Stott Pilates (Merrithew) says:

Wipe vinyl surfaces with a mixture of water and tea tree oil, a natural disinfectant. Add 1tsp of tea tree oil to a 1L or 1qt spray bottle of water. A mixture of mild soap and water may be used to remove more persistent dirt. Ensure cleaner does not leave an oily residue, or make surfaces slippery.

Peak says:

A daily routine of wiping down your vinyl upholstery after use with a mild cleaning solution that does not contain silicone is recommended. A dilute solution of mild soap in water can be used to clean not only the upholstery, but the wood, aluminum rails, chromed and galvanized steel poles, and carriage riding wheels (basically anything other than the ropes and/or leather straps). Wipe with a cloth dampened with plain water and dry after cleaning.

Gratz says:

A solution of 1 part household liquid dish soap abd 10 parts (1:10) water should remove most soiling. The soap should not saturate the upholstery. Do no use Tea Tree, Peppermint, or etc. on the upholstery. This will dry out the upholstery and cause it to crack and split.

What’s the catch?

I have many clients who swear by a diluted solution of Tea Tree Oil and water.  They’ve used it for years with no issues, and are happy with the scent and cleaning ability.

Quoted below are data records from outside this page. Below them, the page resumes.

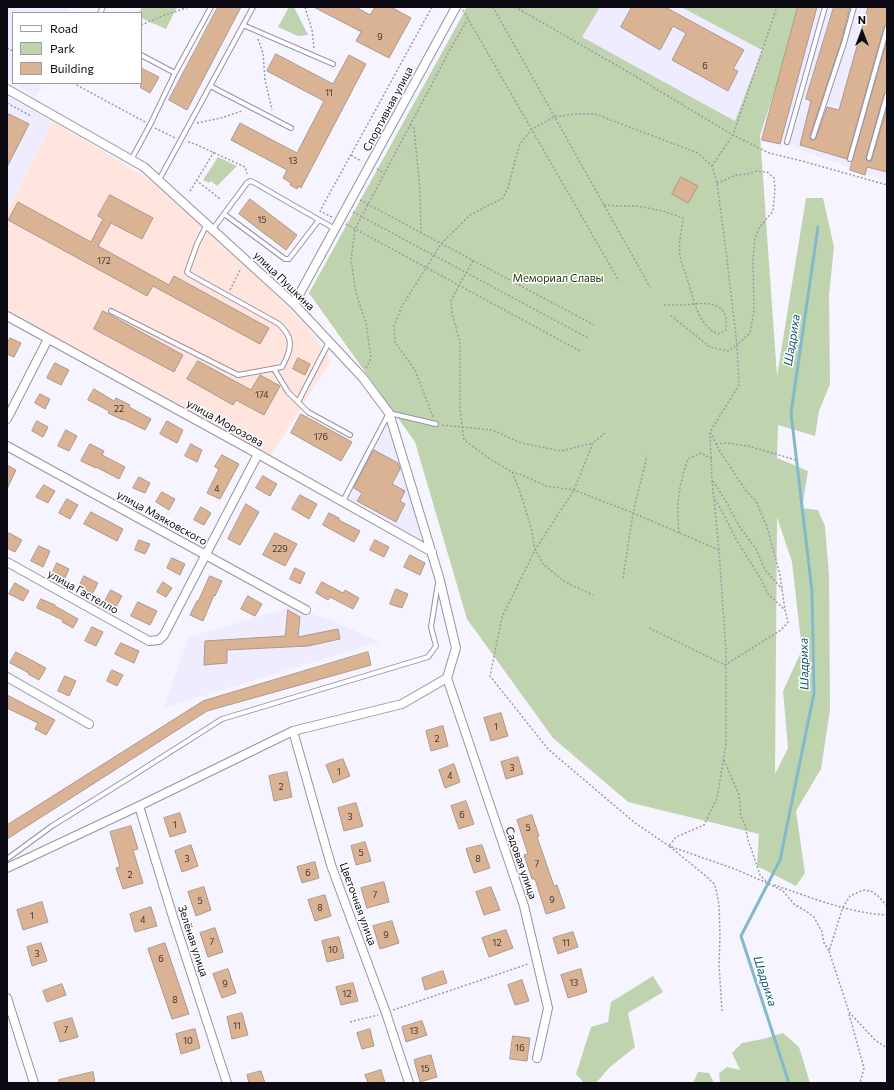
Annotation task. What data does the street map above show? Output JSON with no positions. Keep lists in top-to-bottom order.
{
  "streets": {
    "street": [
      "Спортивная улица",
      "улица Пушкина",
      "улица Морозова",
      "улица Маяковского",
      "улица Гастелло",
      "Садовая улица",
      "Цветочная улица",
      "Зелёная улица"
    ]
  },
  "crossings": [
    ["Спортивная улица", "улица Пушкина"],
    ["улица Пушкина", "улица Морозова"],
    ["улица Пушкина", "Садовая улица"],
    ["улица Маяковского", "улица Гастелло"]
  ],
  "water": ["Шадриха"],
  "parks": ["Мемориал Славы"],
  "house_numbers": [
    "9",
    "6",
    "11",
    "13",
    "15",
    "172",
    "174",
    "22",
    "176",
    "4",
    "229",
    "1",
    "2",
    "3",
    "1",
    "4",
    "2",
    "6",
    "3",
    "1",
    "5",
    "5",
    "3",
    "8",
    "7",
    "6",
    "2",
    "7",
    "9",
    "5",
    "8",
    "1",
    "4",
    "9",
    "7",
    "12",
    "11",
    "10",
    "3",
    "6",
    "13",
    "9",
    "12",
    "8",
    "11",
    "7",
    "13",
    "10",
    "16",
    "15"
  ],
  "legend": ["Road", "Park", "Building"],
  "north": "top"
}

I find it important to note this for my clients because it can be a very personal and difficult decision to make.  There are so many scents and chemicals out there, how do you make the best choice?  It can be overwhelming.

Some Options

A good option is Balanced Body Clean.  I played a central role in testing it prior to its launch in 2015, and love how it reacted to all surface finishes in the Balanced Body equipment lineup.

I’ve repeated tests along the same lines I performed at Balanced Body on vinyl here in The Fit Reformer office.  The picture above shows all the vinyl samples.  Aside from the extreme curliness of the tea tree oil sample, all of the samples look great and show no signs of damage or color fade.

Here’s a list of the solutions I tested:

I would recommend any of them, though I personally prefer The Honest Company’s Multi-Surface Cleaner.

What to avoid

The only solutions I recommend against are wipes like Lysol Disinfecting Wipes and solutions like Windex.  If your vinyl feels sticky and looks like it has a layer of grime on it, then it’s probably not a great idea to use.

To condition, or not to condition?

Some manufacturers or upholstery experts might recommend a vinyl conditioner, like Lexol 1215.  Your equipment does not need this!  Your equipment is designed to last many years, and realistically the foam should wear out far sooner than the vinyl, if cared for properly.

 

Why your studio’s ambient environment matters

After just 5 months in the deep South, the black bolts on my Reformer are rusting!  Luckily, the parts shown in the image above aren’t load bearing, but it is kind of gross and is indicative of the humidity’s effect on your equipment.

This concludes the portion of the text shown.